[Stored data]

* * *

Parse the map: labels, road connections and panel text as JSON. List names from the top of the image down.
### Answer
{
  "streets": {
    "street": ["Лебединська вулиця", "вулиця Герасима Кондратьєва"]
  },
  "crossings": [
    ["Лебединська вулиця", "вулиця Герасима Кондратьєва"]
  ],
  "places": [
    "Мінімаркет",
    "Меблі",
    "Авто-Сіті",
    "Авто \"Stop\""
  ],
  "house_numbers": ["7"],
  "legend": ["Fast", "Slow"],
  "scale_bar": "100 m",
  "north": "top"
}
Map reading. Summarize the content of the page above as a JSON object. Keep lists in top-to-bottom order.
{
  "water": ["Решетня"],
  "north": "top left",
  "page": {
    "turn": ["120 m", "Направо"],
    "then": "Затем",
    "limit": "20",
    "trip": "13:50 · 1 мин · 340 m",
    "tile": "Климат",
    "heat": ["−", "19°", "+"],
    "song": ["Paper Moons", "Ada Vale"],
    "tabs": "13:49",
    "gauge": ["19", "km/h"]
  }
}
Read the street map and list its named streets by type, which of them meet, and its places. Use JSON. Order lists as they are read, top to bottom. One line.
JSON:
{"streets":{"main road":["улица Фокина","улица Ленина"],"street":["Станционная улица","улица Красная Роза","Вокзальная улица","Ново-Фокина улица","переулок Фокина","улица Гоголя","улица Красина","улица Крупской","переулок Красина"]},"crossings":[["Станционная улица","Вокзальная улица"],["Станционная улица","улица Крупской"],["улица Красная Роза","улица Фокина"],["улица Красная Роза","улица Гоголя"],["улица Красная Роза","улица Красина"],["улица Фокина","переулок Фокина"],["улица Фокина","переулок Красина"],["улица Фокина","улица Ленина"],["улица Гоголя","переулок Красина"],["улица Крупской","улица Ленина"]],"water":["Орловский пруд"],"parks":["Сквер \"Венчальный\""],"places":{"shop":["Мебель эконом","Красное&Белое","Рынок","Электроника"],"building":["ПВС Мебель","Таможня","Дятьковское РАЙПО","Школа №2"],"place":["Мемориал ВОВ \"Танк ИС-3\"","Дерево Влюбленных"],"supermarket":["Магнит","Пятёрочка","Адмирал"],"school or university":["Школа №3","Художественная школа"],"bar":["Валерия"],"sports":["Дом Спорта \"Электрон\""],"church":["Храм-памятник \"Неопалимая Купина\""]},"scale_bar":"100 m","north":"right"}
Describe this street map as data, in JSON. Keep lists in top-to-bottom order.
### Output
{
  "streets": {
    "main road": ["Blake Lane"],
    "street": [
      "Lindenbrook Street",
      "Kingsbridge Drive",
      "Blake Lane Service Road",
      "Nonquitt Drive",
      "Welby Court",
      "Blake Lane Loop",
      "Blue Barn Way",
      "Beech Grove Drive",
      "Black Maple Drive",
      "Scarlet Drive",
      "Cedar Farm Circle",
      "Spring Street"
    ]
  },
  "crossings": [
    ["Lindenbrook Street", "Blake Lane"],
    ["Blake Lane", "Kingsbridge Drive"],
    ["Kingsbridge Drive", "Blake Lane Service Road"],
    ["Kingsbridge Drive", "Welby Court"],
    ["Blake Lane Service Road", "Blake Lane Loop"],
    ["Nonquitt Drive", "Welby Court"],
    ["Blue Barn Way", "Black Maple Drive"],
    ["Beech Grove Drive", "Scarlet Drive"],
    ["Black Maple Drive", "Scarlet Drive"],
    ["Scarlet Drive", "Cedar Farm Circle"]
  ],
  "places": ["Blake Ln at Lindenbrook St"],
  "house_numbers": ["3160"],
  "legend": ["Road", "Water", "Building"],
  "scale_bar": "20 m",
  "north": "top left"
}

* * *

- _TASK DETAILS_
Reproduce each line above exactly.

- _SOLUTION_
Parse the map: labels, road connections and panel text as JSON. List names from the top of the image down.
### Answer
{
  "streets": {
    "street": ["Лебединська вулиця", "вулиця Герасима Кондратьєва"]
  },
  "crossings": [
    ["Лебединська вулиця", "вулиця Герасима Кондратьєва"]
  ],
  "places": [
    "Мінімаркет",
    "Меблі",
    "Авто-Сіті",
    "Авто \"Stop\""
  ],
  "house_numbers": ["7"],
  "legend": ["Fast", "Slow"],
  "scale_bar": "100 m",
  "north": "top"
}
Map reading. Summarize the content of the page above as a JSON object. Keep lists in top-to-bottom order.
{
  "water": ["Решетня"],
  "north": "top left",
  "page": {
    "turn": ["120 m", "Направо"],
    "then": "Затем",
    "limit": "20",
    "trip": "13:50 · 1 мин · 340 m",
    "tile": "Климат",
    "heat": ["−", "19°", "+"],
    "song": ["Paper Moons", "Ada Vale"],
    "tabs": "13:49",
    "gauge": ["19", "km/h"]
  }
}
Read the street map and list its named streets by type, which of them meet, and its places. Use JSON. Order lists as they are read, top to bottom. One line.
JSON:
{"streets":{"main road":["улица Фокина","улица Ленина"],"street":["Станционная улица","улица Красная Роза","Вокзальная улица","Ново-Фокина улица","переулок Фокина","улица Гоголя","улица Красина","улица Крупской","переулок Красина"]},"crossings":[["Станционная улица","Вокзальная улица"],["Станционная улица","улица Крупской"],["улица Красная Роза","улица Фокина"],["улица Красная Роза","улица Гоголя"],["улица Красная Роза","улица Красина"],["улица Фокина","переулок Фокина"],["улица Фокина","переулок Красина"],["улица Фокина","улица Ленина"],["улица Гоголя","переулок Красина"],["улица Крупской","улица Ленина"]],"water":["Орловский пруд"],"parks":["Сквер \"Венчальный\""],"places":{"shop":["Мебель эконом","Красное&Белое","Рынок","Электроника"],"building":["ПВС Мебель","Таможня","Дятьковское РАЙПО","Школа №2"],"place":["Мемориал ВОВ \"Танк ИС-3\"","Дерево Влюбленных"],"supermarket":["Магнит","Пятёрочка","Адмирал"],"school or university":["Школа №3","Художественная школа"],"bar":["Валерия"],"sports":["Дом Спорта \"Электрон\""],"church":["Храм-памятник \"Неопалимая Купина\""]},"scale_bar":"100 m","north":"right"}
Describe this street map as data, in JSON. Keep lists in top-to-bottom order.
### Output
{
  "streets": {
    "main road": ["Blake Lane"],
    "street": [
      "Lindenbrook Street",
      "Kingsbridge Drive",
      "Blake Lane Service Road",
      "Nonquitt Drive",
      "Welby Court",
      "Blake Lane Loop",
      "Blue Barn Way",
      "Beech Grove Drive",
      "Black Maple Drive",
      "Scarlet Drive",
      "Cedar Farm Circle",
      "Spring Street"
    ]
  },
  "crossings": [
    ["Lindenbrook Street", "Blake Lane"],
    ["Blake Lane", "Kingsbridge Drive"],
    ["Kingsbridge Drive", "Blake Lane Service Road"],
    ["Kingsbridge Drive", "Welby Court"],
    ["Blake Lane Service Road", "Blake Lane Loop"],
    ["Nonquitt Drive", "Welby Court"],
    ["Blue Barn Way", "Black Maple Drive"],
    ["Beech Grove Drive", "Scarlet Drive"],
    ["Black Maple Drive", "Scarlet Drive"],
    ["Scarlet Drive", "Cedar Farm Circle"]
  ],
  "places": ["Blake Ln at Lindenbrook St"],
  "house_numbers": ["3160"],
  "legend": ["Road", "Water", "Building"],
  "scale_bar": "20 m",
  "north": "top left"
}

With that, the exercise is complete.